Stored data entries

---

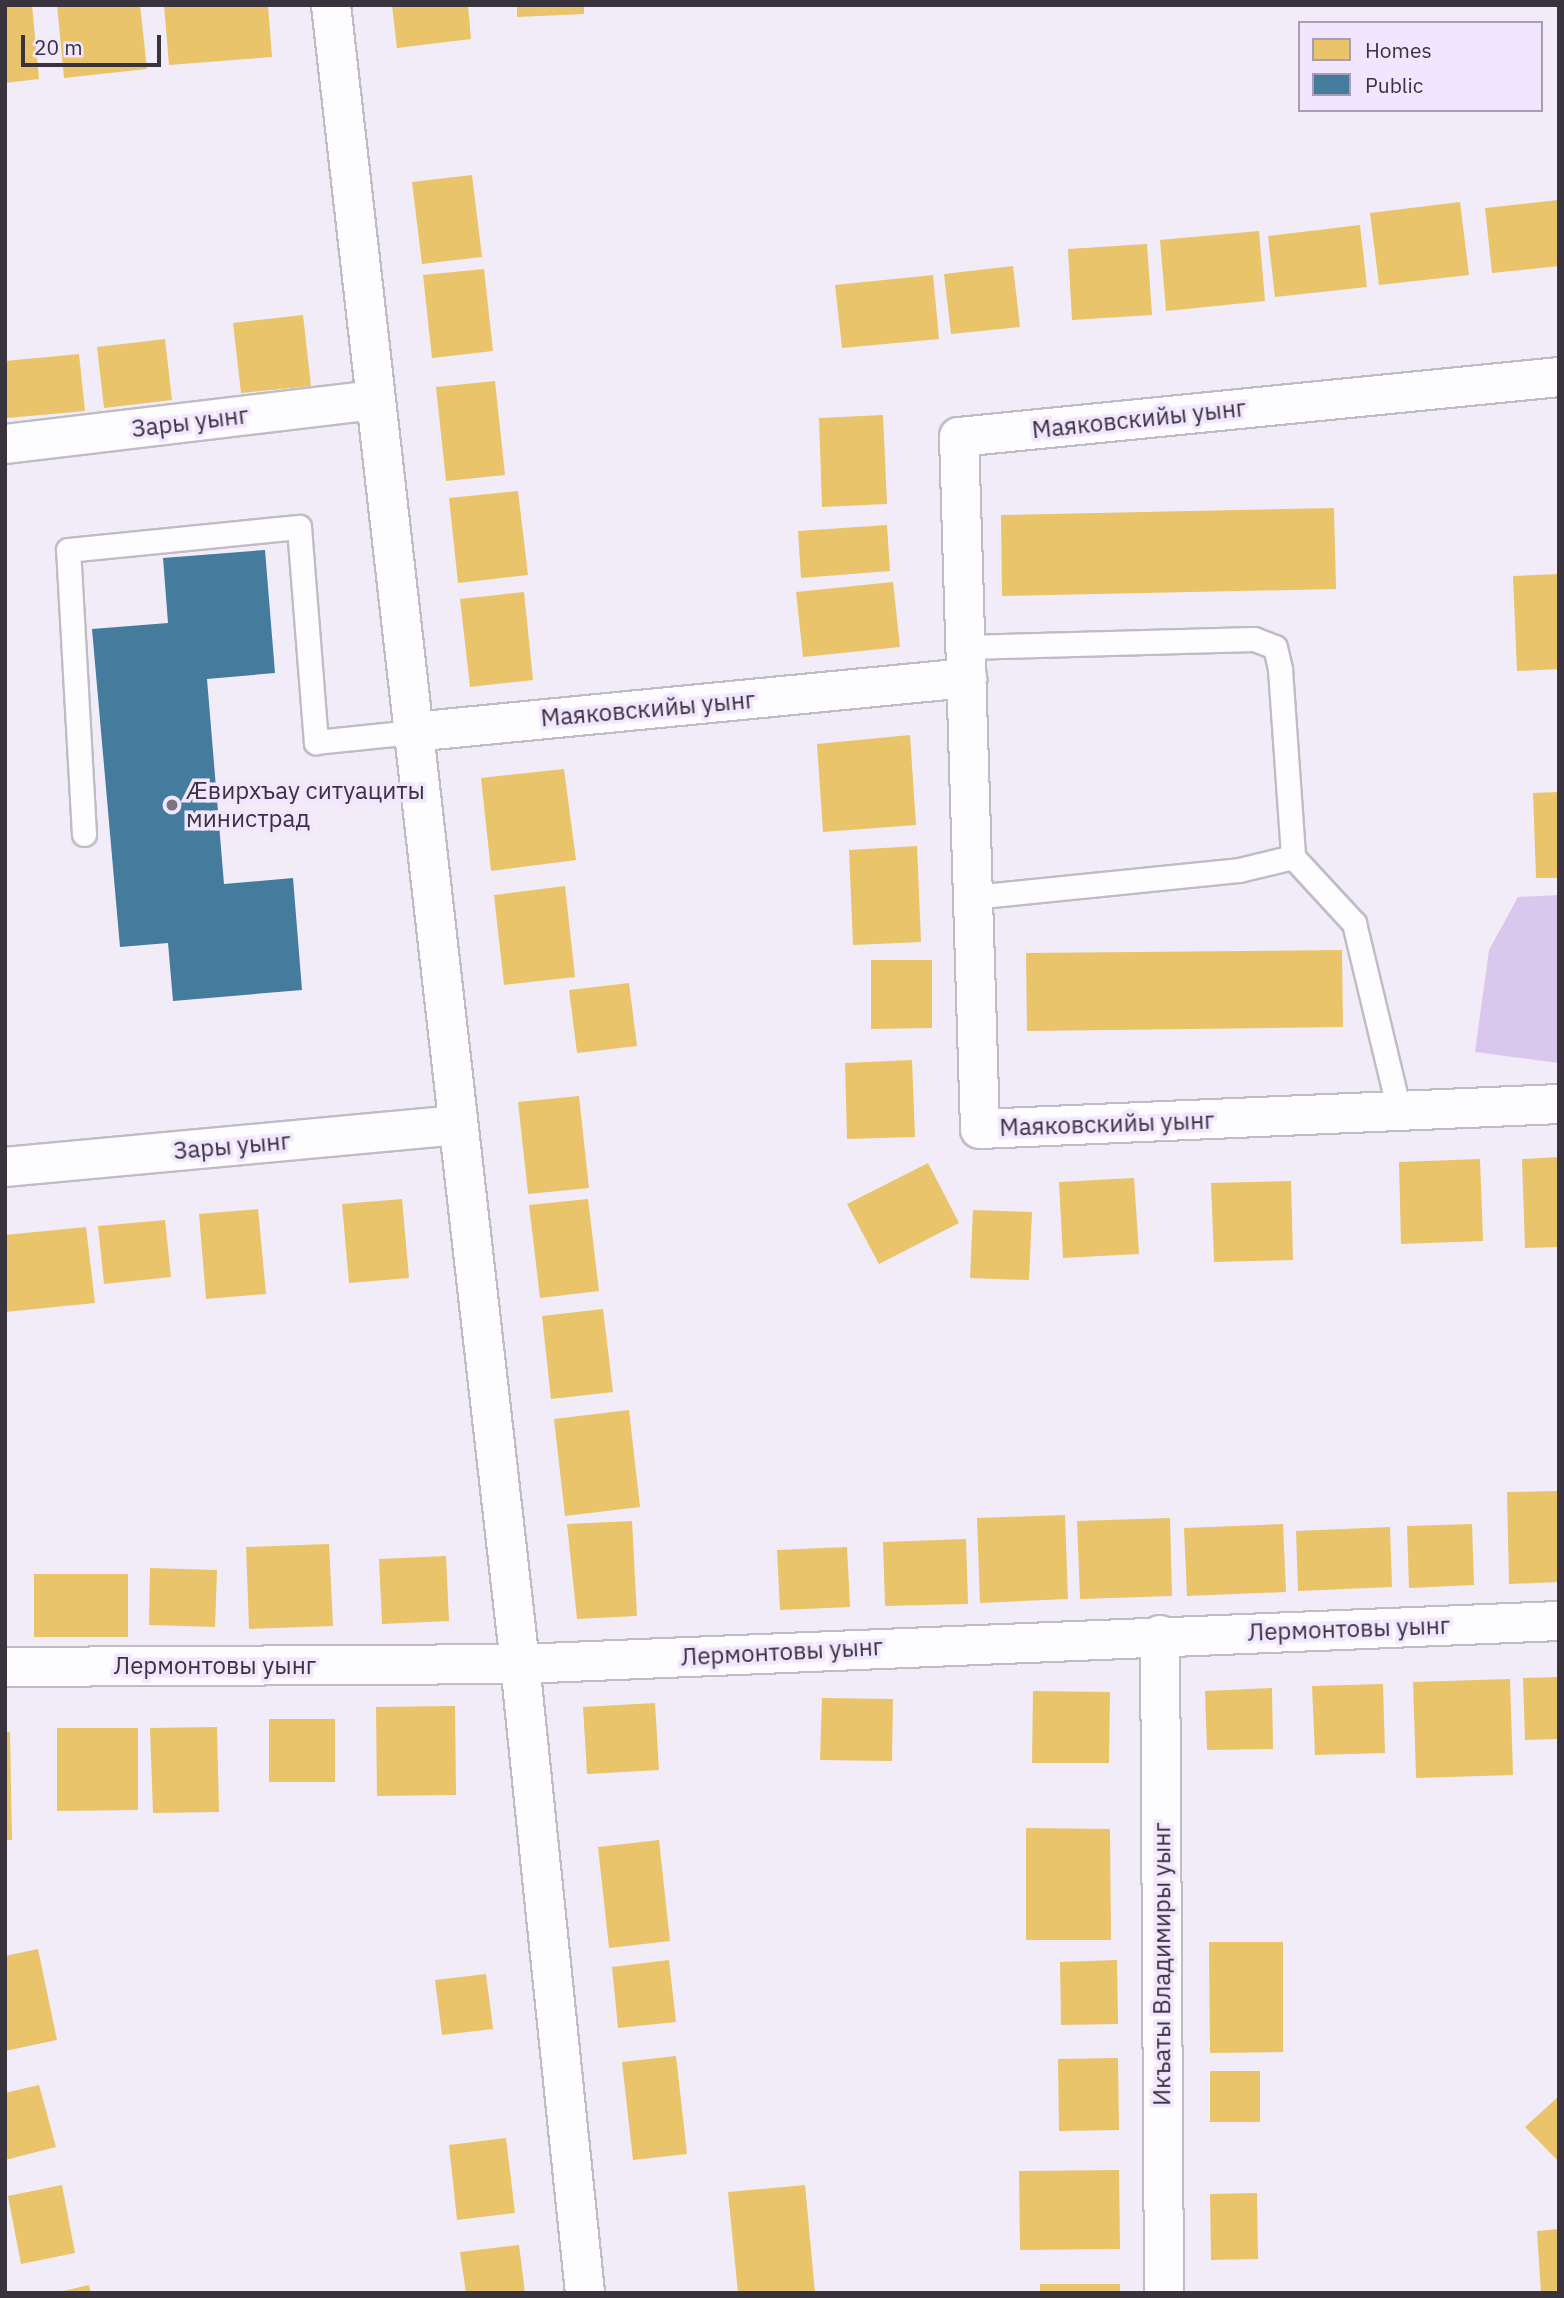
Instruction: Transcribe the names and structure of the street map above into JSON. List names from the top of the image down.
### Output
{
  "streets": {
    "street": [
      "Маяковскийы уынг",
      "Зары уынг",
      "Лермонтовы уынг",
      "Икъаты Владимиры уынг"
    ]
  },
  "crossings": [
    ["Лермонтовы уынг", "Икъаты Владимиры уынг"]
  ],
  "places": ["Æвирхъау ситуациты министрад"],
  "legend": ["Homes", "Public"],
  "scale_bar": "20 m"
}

---

**Task item:**
With the images left out, set down each record exactly as it appears.

**Solution:**
Instruction: Transcribe the names and structure of the street map above into JSON. List names from the top of the image down.
### Output
{
  "streets": {
    "street": [
      "Маяковскийы уынг",
      "Зары уынг",
      "Лермонтовы уынг",
      "Икъаты Владимиры уынг"
    ]
  },
  "crossings": [
    ["Лермонтовы уынг", "Икъаты Владимиры уынг"]
  ],
  "places": ["Æвирхъау ситуациты министрад"],
  "legend": ["Homes", "Public"],
  "scale_bar": "20 m"
}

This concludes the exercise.